Welcome to our first post of 2014, where continuing on from our post on Paktong, as part of last year’s ‘The Trappings of Trade’ exhibition, we now turn our attention to lacquer and the items at Osterley that fall into this category, starting with the lacquer secrétaire that normally resides in the Etruscan Room.
This lacquer secrétaire – a French term for a writing desk – would have been used by Mrs Child when composing letters or for housing private papers and keep-sakes.
Despite extensive and sometimes amateur repairs, it remains one of the most eye-catching lacquer objects in Osterley Park House.
From East to West
The lacquer present on this secrétaire and the commode accompanying it in the Etruscan Room would almost certainly have travelled from China in the form of large screens and it is possible that the same screens were used to create both. These were then cut down and assembled into furniture on arrival.

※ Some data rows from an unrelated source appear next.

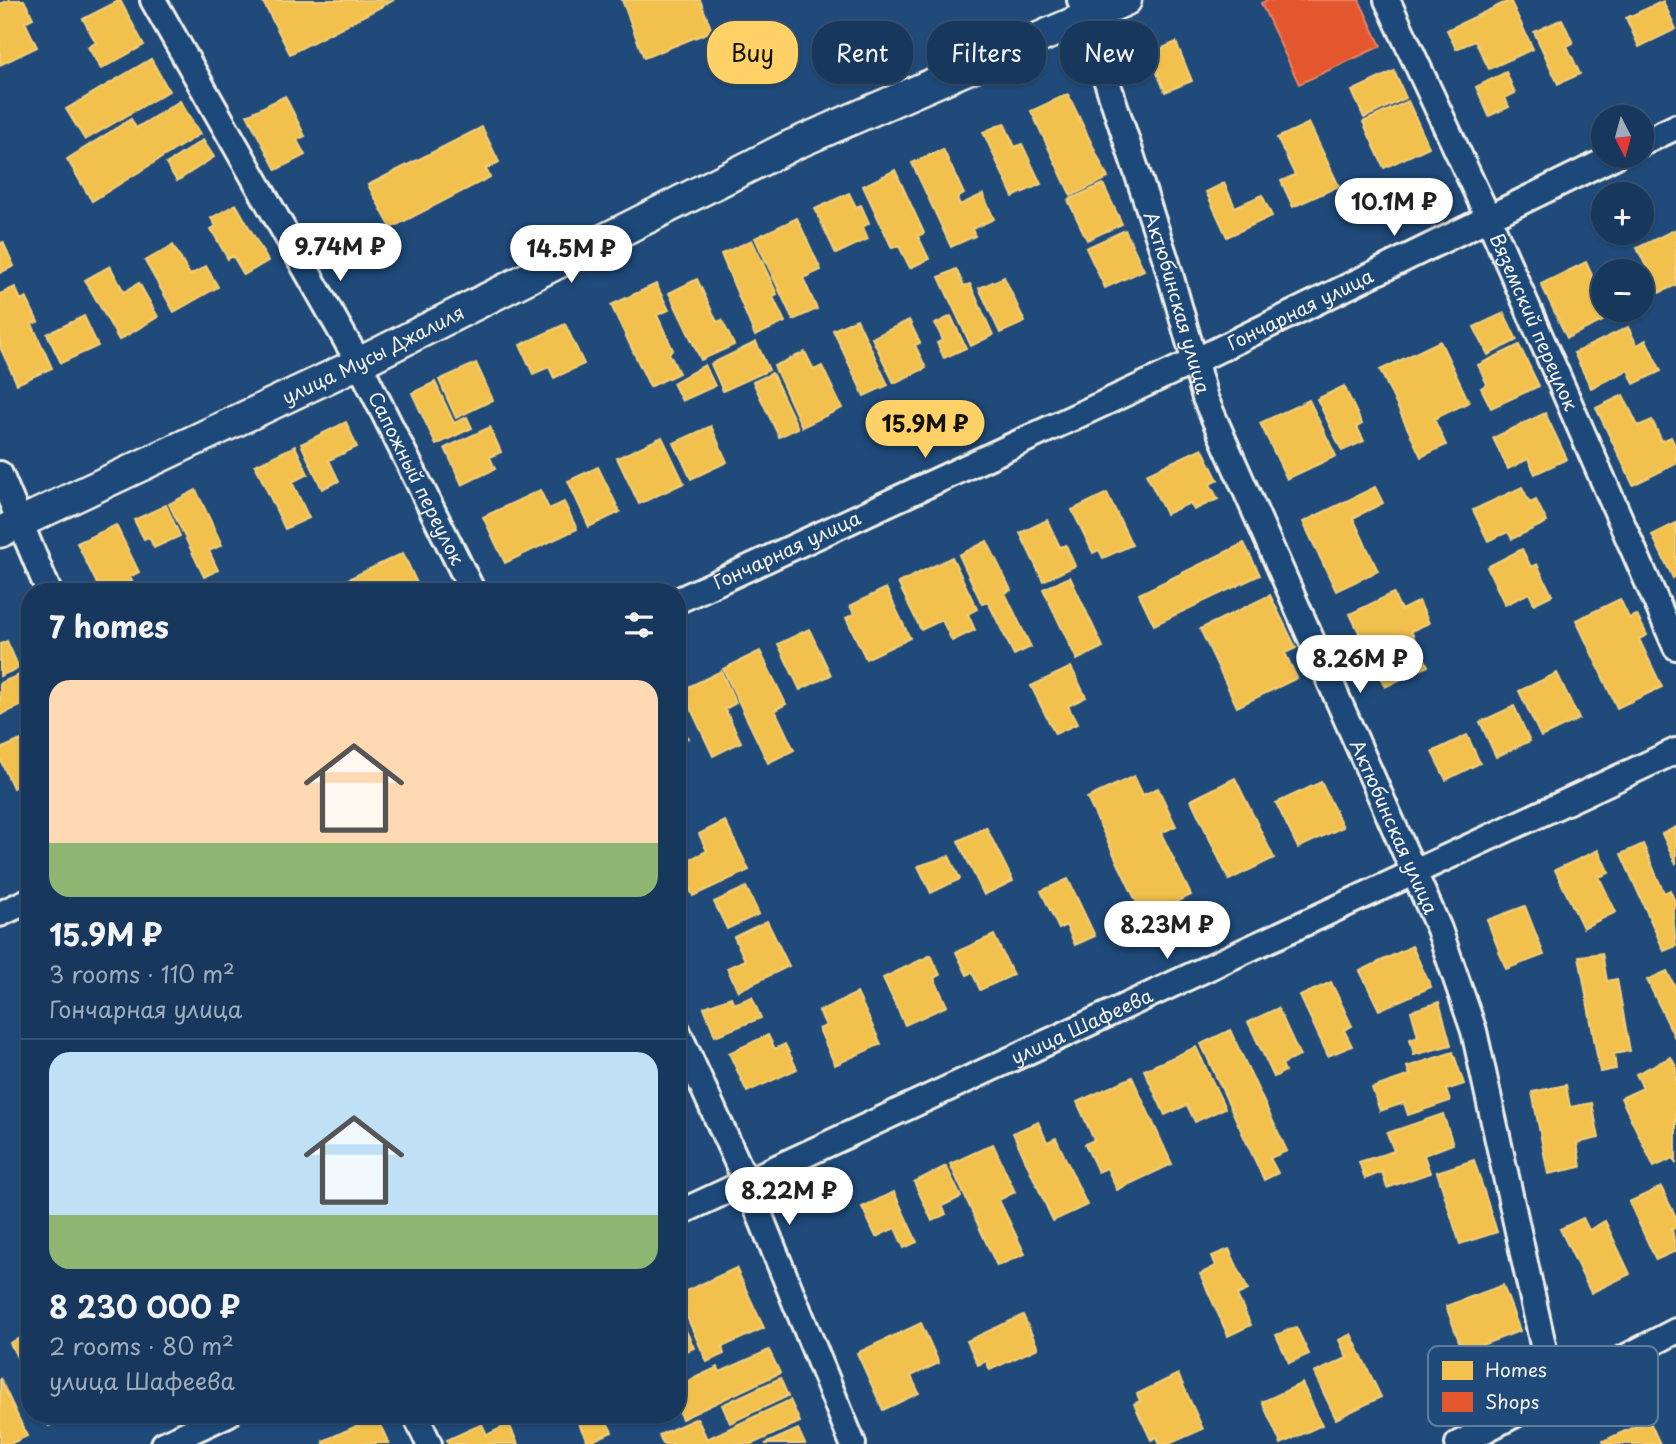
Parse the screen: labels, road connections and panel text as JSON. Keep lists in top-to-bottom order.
{
  "streets": {
    "street": [
      "Актюбинская улица",
      "Гончарная улица",
      "Вяземский переулок",
      "улица Мусы Джалиля",
      "Сапожный переулок",
      "улица Шафеева"
    ]
  },
  "crossings": [
    ["Актюбинская улица", "Гончарная улица"],
    ["Актюбинская улица", "улица Мусы Джалиля"],
    ["Актюбинская улица", "улица Шафеева"],
    ["Гончарная улица", "Вяземский переулок"],
    ["улица Мусы Джалиля", "Сапожный переулок"]
  ],
  "legend": ["Homes", "Shops"],
  "north": "bottom",
  "page": {
    "chip": [
      "Buy",
      "Rent",
      "Filters",
      "New"
    ],
    "map_buttons": ["+", "−"],
    "price": [
      "10.1M ₽",
      "9.74M ₽",
      "14.5M ₽",
      "15.9M ₽",
      "8.26M ₽",
      "8.23M ₽",
      "8.22M ₽"
    ],
    "heading": "7 homes",
    "list": [
      {
        "name": "15.9M ₽",
        "note": "3 rooms · 110 m² · Гончарная улица"
      },
      {
        "name": "8 230 000 ₽",
        "note": "2 rooms · 80 m² · улица Шафеева"
      }
    ]
  }
}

This ‘jigsaw puzzle’ approach to the making of lacquer furniture can often be seen in the difference of scale in the various panels making up the object. The commode (which dates from 1770-75) in the Etruscan Room is a particularly good example of this as the concave panels are English japanning – an attempt to match the lacquer they accompany.
Chippendale employed ‘japanners’ to augment the panels and screens provided by his clients.
There is some confusion as to when the secrétaire arrived at Osterley. It has previously been thought to be the same as that supplied to Harewood House near Leeds, by Thomas Chippendale in 1773, for the State Bedchamber. If so, it was almost certainly at Osterley by 1782, although the process by which it arrived is unclear.
Osterley’s 1782 inventory lists “a japanned Secretaire with pictures and books” in Mrs Child’s Dressing Room on the upper floor. By 1922, it had moved to the Etruscan Room which was then being used as a school room.
This secrétaire appeared at auction in the North of England in February 1993.
If you would like to see inside the secrétaire, we may be running more open cabinet days in the new season, but check on the website to see if and when this is happening.
In the Etruscan Room, there is also a Pembroke table – or writing table – by Henry Clay, which is a fantastic example of an English attempt to imitate lacquer. Clay patented a new technique which involved the layering and varnishing of papier-mâché. These layers were then glued to a wooden frame.
This table, like the paktong fire grate in the Drawing Room, is a fantastic example of the amalgamation of eastern and western design. While attempting to faithfully imitate Chinese lacquer, Clay has incorporated classical images into the design.
In 1782, “a Pembroke table Japanned by Clay” is listed in the Etruscan Room and interestingly, it is Clay and not Adam, Linnell or Chippendale, who is the craftsman/designer mentioned in the inventory.